Zuul - The CI System That Actually Tests Changes Together

Currently viewing the human version

Why Traditional CI is Broken and How Zuul Actually Fixes It

Picture this: You push a change, tests pass, you merge. Five minutes later, main is broken. Sound familiar? That's because traditional CI tests your change in isolation, pretending the other 47 changes that merged while you were coding don't exist.
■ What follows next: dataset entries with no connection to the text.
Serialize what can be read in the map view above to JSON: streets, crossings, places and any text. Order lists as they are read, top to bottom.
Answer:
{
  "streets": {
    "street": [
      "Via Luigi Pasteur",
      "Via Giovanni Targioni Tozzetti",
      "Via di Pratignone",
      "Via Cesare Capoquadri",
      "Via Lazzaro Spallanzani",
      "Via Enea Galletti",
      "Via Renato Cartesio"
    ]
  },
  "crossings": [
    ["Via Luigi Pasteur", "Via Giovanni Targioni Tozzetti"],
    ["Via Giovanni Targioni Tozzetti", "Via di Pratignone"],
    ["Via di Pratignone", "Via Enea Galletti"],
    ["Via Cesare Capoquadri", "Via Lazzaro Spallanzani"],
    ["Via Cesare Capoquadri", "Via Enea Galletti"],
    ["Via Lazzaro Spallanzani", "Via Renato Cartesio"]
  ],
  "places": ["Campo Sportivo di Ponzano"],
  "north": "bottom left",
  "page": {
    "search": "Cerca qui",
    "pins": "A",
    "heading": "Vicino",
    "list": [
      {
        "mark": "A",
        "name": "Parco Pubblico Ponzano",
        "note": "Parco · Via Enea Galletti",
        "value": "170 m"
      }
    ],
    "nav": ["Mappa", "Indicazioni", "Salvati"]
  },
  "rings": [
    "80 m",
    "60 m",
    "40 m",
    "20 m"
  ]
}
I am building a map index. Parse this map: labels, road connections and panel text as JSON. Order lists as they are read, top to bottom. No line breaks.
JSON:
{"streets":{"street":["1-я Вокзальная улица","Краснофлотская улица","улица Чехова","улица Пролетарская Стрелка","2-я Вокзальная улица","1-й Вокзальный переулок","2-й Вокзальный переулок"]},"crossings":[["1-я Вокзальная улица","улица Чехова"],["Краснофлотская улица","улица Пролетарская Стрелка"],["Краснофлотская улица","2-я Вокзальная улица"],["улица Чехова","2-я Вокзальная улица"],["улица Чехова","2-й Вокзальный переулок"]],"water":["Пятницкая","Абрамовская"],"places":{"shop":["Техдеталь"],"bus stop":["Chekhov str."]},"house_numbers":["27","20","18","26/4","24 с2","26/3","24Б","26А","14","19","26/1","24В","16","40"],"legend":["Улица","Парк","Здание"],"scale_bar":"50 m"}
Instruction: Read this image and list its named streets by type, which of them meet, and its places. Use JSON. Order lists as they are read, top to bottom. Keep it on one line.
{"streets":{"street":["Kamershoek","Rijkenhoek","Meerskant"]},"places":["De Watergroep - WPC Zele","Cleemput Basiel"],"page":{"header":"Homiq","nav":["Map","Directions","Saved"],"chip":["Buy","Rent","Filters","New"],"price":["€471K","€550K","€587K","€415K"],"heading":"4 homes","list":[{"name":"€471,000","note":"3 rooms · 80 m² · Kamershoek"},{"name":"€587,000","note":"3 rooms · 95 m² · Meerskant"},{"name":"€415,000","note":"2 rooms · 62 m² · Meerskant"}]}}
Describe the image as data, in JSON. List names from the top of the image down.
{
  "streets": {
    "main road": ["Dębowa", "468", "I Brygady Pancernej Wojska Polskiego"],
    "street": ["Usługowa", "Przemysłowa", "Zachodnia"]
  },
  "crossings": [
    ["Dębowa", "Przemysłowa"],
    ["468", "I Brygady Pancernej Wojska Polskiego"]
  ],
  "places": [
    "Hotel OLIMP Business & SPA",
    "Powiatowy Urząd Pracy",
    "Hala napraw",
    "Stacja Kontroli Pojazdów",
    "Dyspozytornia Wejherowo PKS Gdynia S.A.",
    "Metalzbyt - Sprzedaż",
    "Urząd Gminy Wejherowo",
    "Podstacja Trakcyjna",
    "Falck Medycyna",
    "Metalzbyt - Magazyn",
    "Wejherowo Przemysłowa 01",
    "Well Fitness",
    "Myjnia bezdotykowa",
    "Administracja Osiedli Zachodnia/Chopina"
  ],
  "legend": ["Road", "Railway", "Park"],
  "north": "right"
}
The Problem Every Multi-Repo Team Faces

Here's what actually happens in traditional CI:

Developer A pushes a change that breaks when combined with Developer B's pending change
Both changes pass CI individually because they're tested against old main
Both merge in quick succession
Main branch is now fucked
Everyone spends the next 2 hours figuring out whose fault it is

Project gating fixes this by testing what your change looks like AFTER all the pending changes merge. It's like testing the actual future state instead of some fantasy version where your change exists in isolation.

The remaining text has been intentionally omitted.